[Stored data entries]
#####
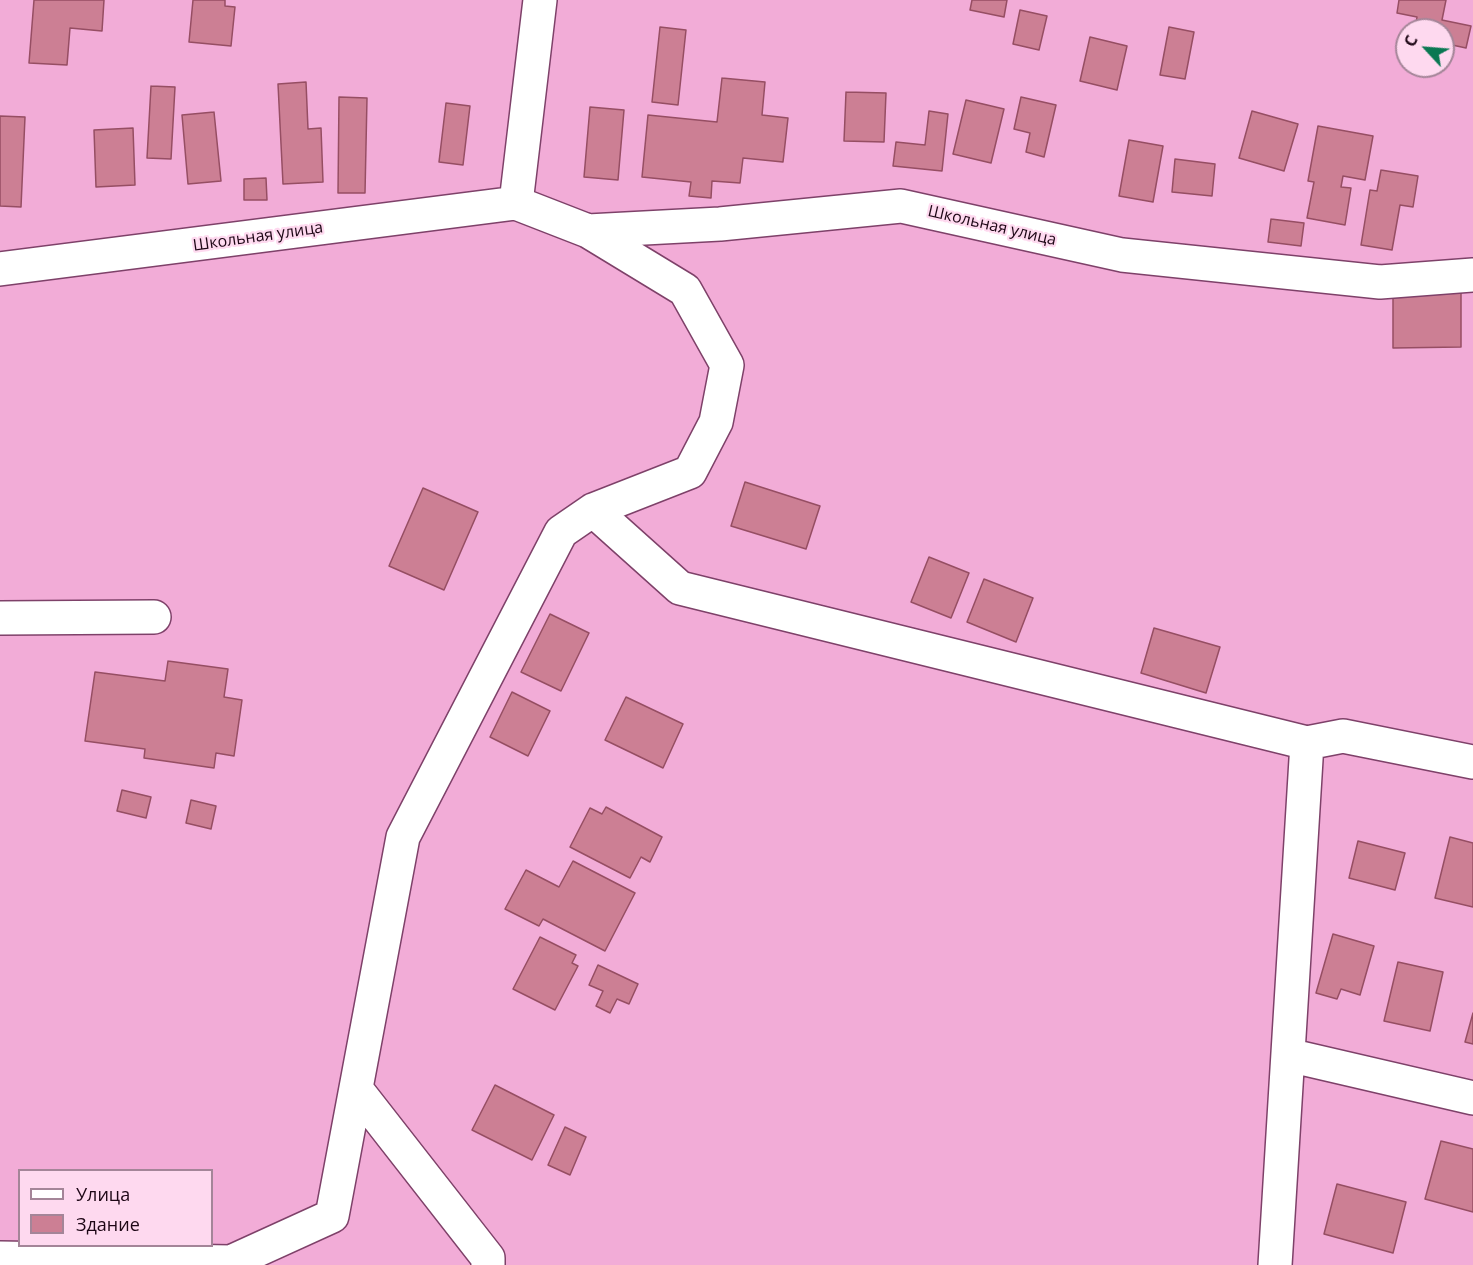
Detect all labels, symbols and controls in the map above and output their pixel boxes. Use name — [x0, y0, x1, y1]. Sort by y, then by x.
north arrow — [1395, 18, 1455, 78]
text: С — [1398, 32, 1423, 50]
street label: Школьная улица — [926, 202, 1058, 250]
street label: Школьная улица — [192, 218, 324, 256]
legend — [18, 1169, 213, 1247]
text: Улица — [76, 1182, 130, 1206]
text: Здание — [76, 1212, 140, 1236]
#####
WHAT THE TASK ASKS:
Each line above has to be returned exactly. Drop the pictures.

SOLUTION:
Detect all labels, symbols and controls in the map above and output their pixel boxes. Use name — [x0, y0, x1, y1]. Sort by y, then by x.
north arrow — [1395, 18, 1455, 78]
text: С — [1398, 32, 1423, 50]
street label: Школьная улица — [926, 202, 1058, 250]
street label: Школьная улица — [192, 218, 324, 256]
legend — [18, 1169, 213, 1247]
text: Улица — [76, 1182, 130, 1206]
text: Здание — [76, 1212, 140, 1236]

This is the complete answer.